* YOUR ASSIGNMENT:
Find the word "compass" in the data below and copy each line that holds it.

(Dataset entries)
>>>

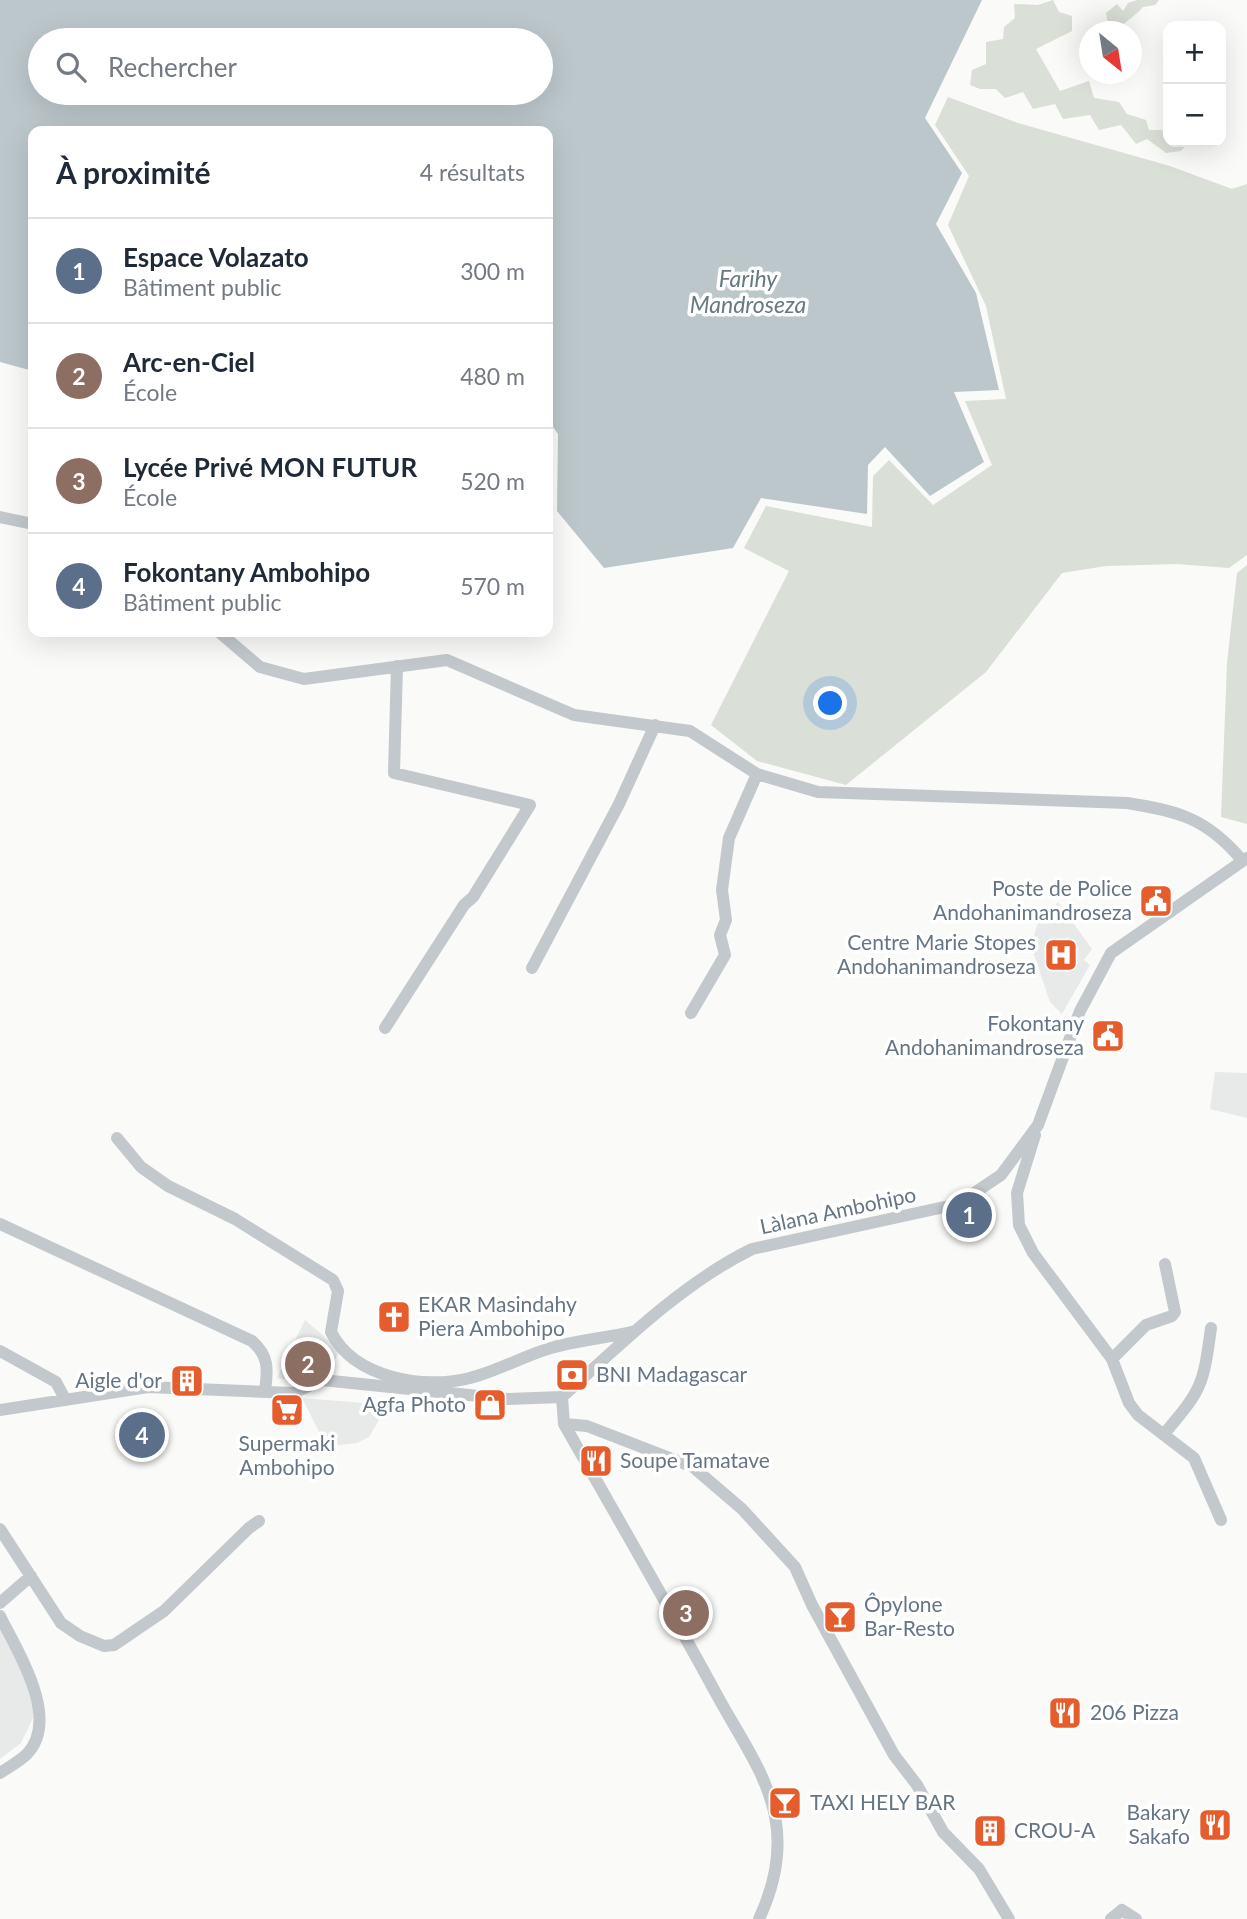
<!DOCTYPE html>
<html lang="fr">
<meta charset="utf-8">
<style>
body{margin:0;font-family:Lato,sans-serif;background:#f2f2f3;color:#1f2937}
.controls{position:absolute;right:21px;top:21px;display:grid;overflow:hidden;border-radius:14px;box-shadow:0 7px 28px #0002}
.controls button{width:63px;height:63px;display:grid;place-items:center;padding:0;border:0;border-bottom:2px solid #e0e1e3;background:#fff;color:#1f2937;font:35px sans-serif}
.compass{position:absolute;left:1079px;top:21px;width:63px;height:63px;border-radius:50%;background:#fff;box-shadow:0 7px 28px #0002;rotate:150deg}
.you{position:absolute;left:831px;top:704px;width:24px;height:24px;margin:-18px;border:5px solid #fff;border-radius:50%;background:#1a73e8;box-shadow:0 0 0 10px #1a73e833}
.badge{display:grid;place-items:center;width:46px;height:46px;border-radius:50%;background:#e55d2d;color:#fff;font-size:23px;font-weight:700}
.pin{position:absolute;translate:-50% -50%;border:4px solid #fff;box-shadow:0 2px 7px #0006}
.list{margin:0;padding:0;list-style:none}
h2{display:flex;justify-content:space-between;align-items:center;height:91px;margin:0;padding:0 28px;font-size:30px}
h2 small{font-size:23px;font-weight:400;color:#747a83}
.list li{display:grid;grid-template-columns:46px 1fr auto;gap:21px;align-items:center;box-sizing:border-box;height:105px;padding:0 28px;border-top:2px solid #e0e1e3}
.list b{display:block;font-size:26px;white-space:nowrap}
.list p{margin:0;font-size:23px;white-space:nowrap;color:#747a83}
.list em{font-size:23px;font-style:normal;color:#747a83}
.icon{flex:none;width:38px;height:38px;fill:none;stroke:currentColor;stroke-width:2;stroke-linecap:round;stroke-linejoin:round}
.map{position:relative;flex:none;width:1247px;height:1919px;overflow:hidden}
.search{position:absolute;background:#fff;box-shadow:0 7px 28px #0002;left:28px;top:28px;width:525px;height:77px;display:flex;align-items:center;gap:18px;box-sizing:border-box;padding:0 24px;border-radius:38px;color:#747a83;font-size:26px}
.panel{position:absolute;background:#fff;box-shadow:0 7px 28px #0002;left:28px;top:126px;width:525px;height:511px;border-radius:14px}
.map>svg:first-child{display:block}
.built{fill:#e8e9e9}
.green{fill:#dadfd7}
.water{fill:#bcc7cc;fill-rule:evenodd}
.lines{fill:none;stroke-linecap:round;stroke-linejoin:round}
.minor{stroke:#c3c8cc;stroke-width:12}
.labels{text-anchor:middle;stroke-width:7;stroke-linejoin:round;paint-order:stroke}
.poi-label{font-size:21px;fill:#657583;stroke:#fff;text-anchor:start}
.street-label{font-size:21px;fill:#657583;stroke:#fff}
.water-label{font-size:23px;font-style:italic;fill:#657a83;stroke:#fff}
</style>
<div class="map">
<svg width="1247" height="1919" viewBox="0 0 1247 1919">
<rect width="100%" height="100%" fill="#fafaf8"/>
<path class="built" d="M1058 902 1092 949 1084 960 1090 965 1062 1014 1050 1002 1031 946 1037 925Z
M1215 1072 1247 1073V1118L1210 1109Z
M305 1320 340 1350 323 1385 277 1378Z
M302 1398 388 1405 369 1437 357 1443 339 1445 323 1440Z
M0 1624 33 1693V1718L21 1743 0 1759Z"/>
<path class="green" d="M1053 0 1059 12 1072 16V31L1036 49 1060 91 1089 81 1094 98 1119 102 1127 114 1146 120 1149 130H1161L1168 134V142H1189L1181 151 1166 153 1147 139 1136 144 1121 125 1099 130 1090 115 1063 119 1055 104 1033 109 1023 92 1005 98 996 89H980L970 85 972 70 986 64V42L1003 39 1004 27 1015 18 1014 4 1038 5Z
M1137 0H1159L1155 5 1143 7C1136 16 1127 19 1120 29L1107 20 1106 13 1117 4 1123 11 1128 3Z
M948 97 1018 123 1170 166 1232 189 1247 184V555L1229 568 1177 564 1106 566 1062 573 986 672 846 785 757 761 711 725 789 571 744 548 766 506 872 527 873 476 889 460 933 505 992 465 965 401 1006 399 986 306 948 225 969 176 935 125Z
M1247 565V824L1221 817 1227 663 1237 573Z"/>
<path class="water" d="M0 0H982L925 118 962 173 936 224 976 293 999 390 954 392 984 462 930 496 885 447 868 465 867 514 761 498 733 548 604 568 557 511 558 434 548 420V131H33V371L0 362ZM40 40H541V93H40Z"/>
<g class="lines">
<path class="minor" d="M0 517 33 524
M219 632 260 667 304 679 447 660 574 715 690 731 757 774 818 792 1127 803C1178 811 1206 818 1241 859
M532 968 619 804 655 725
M691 1013 725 955 720 935 726 920 722 890 729 838 757 774
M385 1028 464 905 473 897 530 805 394 773 397 666
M1035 1135 1017 1193 1019 1225 1033 1253 1112 1359 1129 1403 1138 1415 1194 1458 1221 1520
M117 1138 141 1167 168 1186 235 1219 333 1280 338 1291 331 1332C354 1378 424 1390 470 1378 498 1371 523 1356 551 1348 578 1340 608 1338 635 1331
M0 1224 252 1341C269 1356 268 1369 265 1391
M0 1351 56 1382 65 1399
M1112 1359 1146 1325 1172 1316 1175 1312 1165 1264
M562 1397C620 1345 681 1284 752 1249L958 1204 1001 1175 1038 1125 1080 1011 1111 953 1247 858
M562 1397 564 1424C616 1515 668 1605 718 1697 738 1734 767 1774 775 1816 782 1852 774 1887 759 1919
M0 1410 148 1387 293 1393 322 1380 508 1399 562 1397
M564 1424 587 1426 693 1467 742 1509 795 1567 812 1605 894 1755 917 1785 943 1832 979 1869 1009 1919
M1164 1434C1202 1389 1203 1387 1211 1328
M0 1529 61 1623 80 1636 104 1646 114 1645 164 1611 249 1528 259 1521
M0 1603 31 1576
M0 1616C17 1651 61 1718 27 1754 20 1761 9 1767 0 1773
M1111 1919 1122 1910 1136 1919"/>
</g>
<defs>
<symbol id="civic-square" viewBox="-11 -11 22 22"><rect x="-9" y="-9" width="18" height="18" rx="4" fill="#e55d2d" stroke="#fff"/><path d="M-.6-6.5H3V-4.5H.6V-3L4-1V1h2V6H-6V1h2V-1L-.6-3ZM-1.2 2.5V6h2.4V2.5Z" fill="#fff"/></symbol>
<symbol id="hospital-square" viewBox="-11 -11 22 22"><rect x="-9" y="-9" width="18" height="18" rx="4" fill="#e55d2d" stroke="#fff"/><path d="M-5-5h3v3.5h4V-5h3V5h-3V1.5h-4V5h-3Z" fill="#fff"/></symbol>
<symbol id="church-square" viewBox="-11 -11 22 22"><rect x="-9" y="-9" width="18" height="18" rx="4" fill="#e55d2d" stroke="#fff"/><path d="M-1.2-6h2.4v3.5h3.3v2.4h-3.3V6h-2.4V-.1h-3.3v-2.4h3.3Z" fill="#fff"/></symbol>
<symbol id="bank-square" viewBox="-11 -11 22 22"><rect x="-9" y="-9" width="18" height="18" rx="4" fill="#e55d2d" stroke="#fff"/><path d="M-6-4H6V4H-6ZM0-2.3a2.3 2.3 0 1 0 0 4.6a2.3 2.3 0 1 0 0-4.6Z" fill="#fff"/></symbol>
<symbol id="building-square" viewBox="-11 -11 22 22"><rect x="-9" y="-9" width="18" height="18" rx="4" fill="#e55d2d" stroke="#fff"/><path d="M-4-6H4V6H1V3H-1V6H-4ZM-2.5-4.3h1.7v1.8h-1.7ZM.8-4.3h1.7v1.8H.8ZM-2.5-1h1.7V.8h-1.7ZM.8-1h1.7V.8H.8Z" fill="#fff"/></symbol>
<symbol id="shop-square" viewBox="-11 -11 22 22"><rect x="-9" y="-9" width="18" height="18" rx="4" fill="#e55d2d" stroke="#fff"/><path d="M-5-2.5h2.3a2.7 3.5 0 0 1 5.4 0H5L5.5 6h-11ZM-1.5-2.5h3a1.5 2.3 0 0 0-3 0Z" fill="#fff"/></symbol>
<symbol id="supermarket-square" viewBox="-11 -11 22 22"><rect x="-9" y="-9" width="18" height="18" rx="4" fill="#e55d2d" stroke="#fff"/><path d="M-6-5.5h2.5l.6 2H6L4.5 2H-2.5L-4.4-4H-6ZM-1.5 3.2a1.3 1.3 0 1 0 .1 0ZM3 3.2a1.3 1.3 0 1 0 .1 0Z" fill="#fff"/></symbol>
<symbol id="restaurant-square" viewBox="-11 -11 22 22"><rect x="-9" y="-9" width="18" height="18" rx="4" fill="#e55d2d" stroke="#fff"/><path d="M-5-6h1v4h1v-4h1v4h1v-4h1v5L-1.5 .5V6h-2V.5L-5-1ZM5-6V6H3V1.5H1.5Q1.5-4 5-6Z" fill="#fff"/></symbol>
<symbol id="bar-square" viewBox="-11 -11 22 22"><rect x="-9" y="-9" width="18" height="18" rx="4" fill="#e55d2d" stroke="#fff"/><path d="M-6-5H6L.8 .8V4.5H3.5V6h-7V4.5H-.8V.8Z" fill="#fff"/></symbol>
</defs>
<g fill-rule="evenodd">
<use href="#civic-square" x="1137" y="882" width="38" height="38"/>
<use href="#hospital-square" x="1042" y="936" width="38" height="38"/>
<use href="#civic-square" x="1089" y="1017" width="38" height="38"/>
<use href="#church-square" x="375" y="1298" width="38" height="38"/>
<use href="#bank-square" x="553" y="1356" width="38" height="38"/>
<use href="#building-square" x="168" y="1362" width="38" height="38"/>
<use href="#shop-square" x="471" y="1386" width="38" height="38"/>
<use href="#supermarket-square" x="268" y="1391" width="38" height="38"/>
<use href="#restaurant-square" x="577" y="1442" width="38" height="38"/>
<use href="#bar-square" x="821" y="1598" width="38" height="38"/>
<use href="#restaurant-square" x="1046" y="1694" width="38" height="38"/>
<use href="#bar-square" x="766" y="1784" width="38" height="38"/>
<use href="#restaurant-square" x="1196" y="1806" width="38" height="38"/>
<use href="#building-square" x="971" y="1812" width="38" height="38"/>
</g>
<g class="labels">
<g class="poi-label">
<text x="1132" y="896" text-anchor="end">Poste de Police<tspan x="1132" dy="24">Andohanimandroseza</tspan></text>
<text x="1036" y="950" text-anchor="end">Centre Marie Stopes<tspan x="1036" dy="24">Andohanimandroseza</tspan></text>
<text x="1084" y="1031" text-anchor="end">Fokontany<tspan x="1084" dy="24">Andohanimandroseza</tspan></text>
<text x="418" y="1312">EKAR Masindahy<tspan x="418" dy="24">Piera Ambohipo</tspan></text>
<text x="596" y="1382">BNI Madagascar</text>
<text x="162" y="1388" text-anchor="end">Aigle d'or</text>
<text x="466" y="1412" text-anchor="end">Agfa Photo</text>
<text x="287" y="1451" text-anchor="middle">Supermaki<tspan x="287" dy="24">Ambohipo</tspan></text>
<text x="620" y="1468">Soupe Tamatave</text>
<text x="864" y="1612">Ôpylone<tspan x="864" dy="24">Bar-Resto</tspan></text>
<text x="1090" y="1720">206 Pizza</text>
<text x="810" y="1810">TAXI HELY BAR</text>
<text x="1190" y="1820" text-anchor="end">Bakary<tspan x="1190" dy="24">Sakafo</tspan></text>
<text x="1014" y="1838">CROU-A</text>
</g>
<g class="street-label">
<text transform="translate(838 1211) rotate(-12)" y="7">Làlana Ambohipo</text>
</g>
<g class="water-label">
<text x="748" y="287">Farihy<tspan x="748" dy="26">Mandroseza</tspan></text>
</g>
</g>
</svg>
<div class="controls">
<button>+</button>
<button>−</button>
</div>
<svg class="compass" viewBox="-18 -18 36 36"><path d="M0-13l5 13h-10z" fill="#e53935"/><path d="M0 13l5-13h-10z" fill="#747a83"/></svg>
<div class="you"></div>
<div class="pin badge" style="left:969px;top:1215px;background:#5c6f8a">1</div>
<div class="pin badge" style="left:308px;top:1364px;background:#8d6e63">2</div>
<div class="pin badge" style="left:686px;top:1613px;background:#8d6e63">3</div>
<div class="pin badge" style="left:142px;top:1435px;background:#5c6f8a">4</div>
<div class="search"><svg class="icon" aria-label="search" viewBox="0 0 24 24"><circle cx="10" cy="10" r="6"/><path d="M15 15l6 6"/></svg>Rechercher</div>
<section class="panel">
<h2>À proximité<small>4 résultats</small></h2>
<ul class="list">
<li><span class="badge" style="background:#5c6f8a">1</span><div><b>Espace Volazato</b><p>Bâtiment public</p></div><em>300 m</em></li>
<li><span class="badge" style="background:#8d6e63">2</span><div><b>Arc-en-Ciel</b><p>École</p></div><em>480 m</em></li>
<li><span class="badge" style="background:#8d6e63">3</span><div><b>Lycée Privé MON FUTUR</b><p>École</p></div><em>520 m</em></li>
<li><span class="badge" style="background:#5c6f8a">4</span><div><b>Fokontany Ambohipo</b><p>Bâtiment public</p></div><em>570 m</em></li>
</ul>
</section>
</div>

<<<

* RESPONSE AREA:
.compass{position:absolute;left:1079px;top:21px;width:63px;height:63px;border-radius:50%;background:#fff;box-shadow:0 7px 28px #0002;rotate:150deg}
<svg class="compass" viewBox="-18 -18 36 36"><path d="M0-13l5 13h-10z" fill="#e53935"/><path d="M0 13l5-13h-10z" fill="#747a83"/></svg>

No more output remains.